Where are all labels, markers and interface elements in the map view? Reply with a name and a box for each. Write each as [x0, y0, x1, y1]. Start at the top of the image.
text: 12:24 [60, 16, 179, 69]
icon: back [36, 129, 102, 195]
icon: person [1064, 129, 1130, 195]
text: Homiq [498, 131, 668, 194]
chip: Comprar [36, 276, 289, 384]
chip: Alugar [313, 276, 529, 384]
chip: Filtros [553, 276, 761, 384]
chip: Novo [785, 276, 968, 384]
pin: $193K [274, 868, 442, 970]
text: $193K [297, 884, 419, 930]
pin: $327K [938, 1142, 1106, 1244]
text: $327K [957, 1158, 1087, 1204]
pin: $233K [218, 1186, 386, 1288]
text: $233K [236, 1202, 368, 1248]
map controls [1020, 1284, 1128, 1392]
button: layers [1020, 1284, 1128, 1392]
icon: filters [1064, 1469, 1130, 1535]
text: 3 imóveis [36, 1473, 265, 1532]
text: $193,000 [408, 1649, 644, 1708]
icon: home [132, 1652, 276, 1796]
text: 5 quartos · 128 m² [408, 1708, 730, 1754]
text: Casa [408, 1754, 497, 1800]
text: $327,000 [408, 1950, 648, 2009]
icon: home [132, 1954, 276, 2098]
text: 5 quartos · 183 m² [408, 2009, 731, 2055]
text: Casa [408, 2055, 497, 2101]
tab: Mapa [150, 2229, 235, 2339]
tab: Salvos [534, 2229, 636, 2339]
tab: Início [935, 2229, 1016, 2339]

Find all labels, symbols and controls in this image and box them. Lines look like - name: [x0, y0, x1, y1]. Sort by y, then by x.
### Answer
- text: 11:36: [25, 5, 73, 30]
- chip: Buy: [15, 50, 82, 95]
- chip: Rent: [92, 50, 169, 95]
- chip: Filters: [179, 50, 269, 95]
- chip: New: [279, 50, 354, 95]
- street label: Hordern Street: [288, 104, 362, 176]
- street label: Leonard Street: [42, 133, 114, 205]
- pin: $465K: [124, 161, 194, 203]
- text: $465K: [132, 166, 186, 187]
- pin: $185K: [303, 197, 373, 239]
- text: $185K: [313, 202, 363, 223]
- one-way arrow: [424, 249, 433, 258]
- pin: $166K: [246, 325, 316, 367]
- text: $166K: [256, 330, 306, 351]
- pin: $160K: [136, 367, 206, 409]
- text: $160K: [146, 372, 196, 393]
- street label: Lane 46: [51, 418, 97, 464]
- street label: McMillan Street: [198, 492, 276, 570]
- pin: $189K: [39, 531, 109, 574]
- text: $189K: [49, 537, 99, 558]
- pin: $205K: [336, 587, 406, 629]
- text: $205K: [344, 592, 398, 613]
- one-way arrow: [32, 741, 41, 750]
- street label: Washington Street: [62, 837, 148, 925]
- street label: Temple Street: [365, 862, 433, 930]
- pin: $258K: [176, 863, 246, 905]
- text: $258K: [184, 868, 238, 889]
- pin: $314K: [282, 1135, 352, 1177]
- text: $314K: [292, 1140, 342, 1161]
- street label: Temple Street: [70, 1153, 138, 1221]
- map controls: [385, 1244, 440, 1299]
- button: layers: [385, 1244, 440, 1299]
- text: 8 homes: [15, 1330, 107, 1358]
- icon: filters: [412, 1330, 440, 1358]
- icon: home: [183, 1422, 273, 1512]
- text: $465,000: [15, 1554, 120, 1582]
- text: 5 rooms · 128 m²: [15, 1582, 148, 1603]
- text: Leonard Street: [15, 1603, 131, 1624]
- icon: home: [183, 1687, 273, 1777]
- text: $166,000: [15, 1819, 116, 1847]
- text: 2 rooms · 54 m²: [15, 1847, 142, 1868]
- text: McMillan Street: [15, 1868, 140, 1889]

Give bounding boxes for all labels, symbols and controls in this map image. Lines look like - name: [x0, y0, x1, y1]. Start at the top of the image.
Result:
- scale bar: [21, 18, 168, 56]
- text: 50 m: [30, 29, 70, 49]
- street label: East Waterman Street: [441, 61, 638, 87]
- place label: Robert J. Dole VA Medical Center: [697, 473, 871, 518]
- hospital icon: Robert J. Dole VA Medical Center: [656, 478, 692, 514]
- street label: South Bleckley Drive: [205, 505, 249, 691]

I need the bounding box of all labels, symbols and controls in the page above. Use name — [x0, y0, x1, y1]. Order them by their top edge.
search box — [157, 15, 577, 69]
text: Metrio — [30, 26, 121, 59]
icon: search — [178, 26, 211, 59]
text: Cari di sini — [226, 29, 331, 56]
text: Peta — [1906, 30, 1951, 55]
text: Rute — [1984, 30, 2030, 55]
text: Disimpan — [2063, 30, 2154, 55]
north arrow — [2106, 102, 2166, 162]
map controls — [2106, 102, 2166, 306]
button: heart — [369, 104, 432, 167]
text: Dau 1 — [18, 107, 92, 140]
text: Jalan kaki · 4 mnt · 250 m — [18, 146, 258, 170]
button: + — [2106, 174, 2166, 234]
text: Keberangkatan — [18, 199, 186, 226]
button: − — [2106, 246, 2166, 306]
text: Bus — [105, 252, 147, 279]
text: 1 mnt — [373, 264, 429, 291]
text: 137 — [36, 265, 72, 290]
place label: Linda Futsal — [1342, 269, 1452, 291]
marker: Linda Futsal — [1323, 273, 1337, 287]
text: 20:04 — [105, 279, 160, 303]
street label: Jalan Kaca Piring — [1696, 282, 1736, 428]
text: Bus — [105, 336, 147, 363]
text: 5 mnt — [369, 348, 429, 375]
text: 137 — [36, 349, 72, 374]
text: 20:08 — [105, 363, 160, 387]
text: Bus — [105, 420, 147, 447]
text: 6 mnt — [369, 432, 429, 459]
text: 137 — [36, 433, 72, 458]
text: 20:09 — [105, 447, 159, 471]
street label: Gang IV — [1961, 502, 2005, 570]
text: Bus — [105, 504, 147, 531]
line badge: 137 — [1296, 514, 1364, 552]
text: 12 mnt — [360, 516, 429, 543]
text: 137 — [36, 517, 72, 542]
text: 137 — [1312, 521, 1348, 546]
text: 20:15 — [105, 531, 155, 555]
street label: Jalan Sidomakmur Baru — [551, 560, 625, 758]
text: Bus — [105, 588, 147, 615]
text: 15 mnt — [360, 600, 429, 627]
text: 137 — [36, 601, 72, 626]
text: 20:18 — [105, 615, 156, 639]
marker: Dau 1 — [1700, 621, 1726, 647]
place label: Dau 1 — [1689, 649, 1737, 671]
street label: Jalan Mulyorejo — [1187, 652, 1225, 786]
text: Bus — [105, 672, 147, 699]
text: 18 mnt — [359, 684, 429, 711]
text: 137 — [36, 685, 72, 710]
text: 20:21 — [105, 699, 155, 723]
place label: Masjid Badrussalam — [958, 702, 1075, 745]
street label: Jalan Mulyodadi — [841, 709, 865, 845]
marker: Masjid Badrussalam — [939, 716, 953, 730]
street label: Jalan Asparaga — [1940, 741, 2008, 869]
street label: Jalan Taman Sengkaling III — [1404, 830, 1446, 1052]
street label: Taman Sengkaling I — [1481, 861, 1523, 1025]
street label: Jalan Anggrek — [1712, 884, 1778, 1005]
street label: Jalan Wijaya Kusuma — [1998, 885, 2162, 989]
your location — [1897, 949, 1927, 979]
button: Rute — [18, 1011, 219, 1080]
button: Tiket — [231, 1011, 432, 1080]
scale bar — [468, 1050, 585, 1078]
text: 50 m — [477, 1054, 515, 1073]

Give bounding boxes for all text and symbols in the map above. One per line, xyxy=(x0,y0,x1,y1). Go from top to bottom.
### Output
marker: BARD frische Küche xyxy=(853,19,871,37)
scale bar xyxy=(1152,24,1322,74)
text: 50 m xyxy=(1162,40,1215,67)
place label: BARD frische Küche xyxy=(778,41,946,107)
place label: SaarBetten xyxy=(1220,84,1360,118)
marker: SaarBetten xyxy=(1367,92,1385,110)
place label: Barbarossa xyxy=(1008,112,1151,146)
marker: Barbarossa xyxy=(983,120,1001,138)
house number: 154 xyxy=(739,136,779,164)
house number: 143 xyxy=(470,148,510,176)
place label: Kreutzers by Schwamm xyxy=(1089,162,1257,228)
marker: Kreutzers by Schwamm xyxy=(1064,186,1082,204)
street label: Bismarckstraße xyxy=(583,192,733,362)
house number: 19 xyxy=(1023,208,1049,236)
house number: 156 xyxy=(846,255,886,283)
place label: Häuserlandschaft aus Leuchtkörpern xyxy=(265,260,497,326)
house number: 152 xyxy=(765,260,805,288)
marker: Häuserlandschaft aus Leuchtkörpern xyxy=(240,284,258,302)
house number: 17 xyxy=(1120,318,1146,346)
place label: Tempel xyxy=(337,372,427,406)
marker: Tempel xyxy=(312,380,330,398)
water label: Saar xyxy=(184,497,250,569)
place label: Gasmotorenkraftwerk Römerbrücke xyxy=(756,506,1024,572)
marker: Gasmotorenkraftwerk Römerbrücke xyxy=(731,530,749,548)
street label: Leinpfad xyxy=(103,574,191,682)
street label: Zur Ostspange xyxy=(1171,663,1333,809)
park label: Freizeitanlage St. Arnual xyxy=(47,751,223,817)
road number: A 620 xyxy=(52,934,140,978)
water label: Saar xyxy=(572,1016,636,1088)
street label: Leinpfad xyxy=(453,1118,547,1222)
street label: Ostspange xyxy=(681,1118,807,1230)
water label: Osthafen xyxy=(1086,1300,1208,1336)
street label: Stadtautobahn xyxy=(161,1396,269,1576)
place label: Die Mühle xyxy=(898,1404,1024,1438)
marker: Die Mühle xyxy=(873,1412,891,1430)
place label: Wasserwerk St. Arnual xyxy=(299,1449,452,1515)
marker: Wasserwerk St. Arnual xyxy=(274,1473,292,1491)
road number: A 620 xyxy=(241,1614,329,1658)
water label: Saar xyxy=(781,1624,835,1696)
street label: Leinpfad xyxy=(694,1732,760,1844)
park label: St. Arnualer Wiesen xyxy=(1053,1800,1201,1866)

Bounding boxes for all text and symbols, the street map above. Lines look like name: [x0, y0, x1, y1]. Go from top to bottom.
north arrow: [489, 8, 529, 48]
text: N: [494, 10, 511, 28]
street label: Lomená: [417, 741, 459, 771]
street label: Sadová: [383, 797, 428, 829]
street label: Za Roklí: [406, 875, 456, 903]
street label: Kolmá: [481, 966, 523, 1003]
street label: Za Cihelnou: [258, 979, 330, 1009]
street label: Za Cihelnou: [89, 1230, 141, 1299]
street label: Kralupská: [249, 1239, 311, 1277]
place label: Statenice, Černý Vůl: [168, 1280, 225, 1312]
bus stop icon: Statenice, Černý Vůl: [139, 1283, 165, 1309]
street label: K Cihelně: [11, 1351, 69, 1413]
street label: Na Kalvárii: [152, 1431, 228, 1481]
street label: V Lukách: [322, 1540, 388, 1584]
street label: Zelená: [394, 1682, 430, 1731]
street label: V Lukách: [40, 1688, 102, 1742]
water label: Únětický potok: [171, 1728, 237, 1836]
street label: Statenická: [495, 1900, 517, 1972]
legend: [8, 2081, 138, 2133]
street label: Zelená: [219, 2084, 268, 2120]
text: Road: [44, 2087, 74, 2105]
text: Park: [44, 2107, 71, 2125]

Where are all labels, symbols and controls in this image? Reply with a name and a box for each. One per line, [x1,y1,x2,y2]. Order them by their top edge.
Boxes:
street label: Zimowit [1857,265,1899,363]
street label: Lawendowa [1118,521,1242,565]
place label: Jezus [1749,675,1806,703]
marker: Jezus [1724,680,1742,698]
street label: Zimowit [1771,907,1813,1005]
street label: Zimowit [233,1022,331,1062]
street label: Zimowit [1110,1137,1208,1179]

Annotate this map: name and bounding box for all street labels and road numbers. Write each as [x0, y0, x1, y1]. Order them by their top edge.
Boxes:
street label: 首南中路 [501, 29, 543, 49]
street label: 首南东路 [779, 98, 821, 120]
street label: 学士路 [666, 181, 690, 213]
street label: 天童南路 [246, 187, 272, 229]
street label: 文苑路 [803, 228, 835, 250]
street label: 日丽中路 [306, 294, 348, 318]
---
BRIEF: Your answer should be every line from the material above in which the word "rooms" appears.

ANSWER TO THIS EXERCISE:
- text: 5 rooms · 128 m²: [15, 1582, 148, 1603]
- text: 2 rooms · 54 m²: [15, 1847, 142, 1868]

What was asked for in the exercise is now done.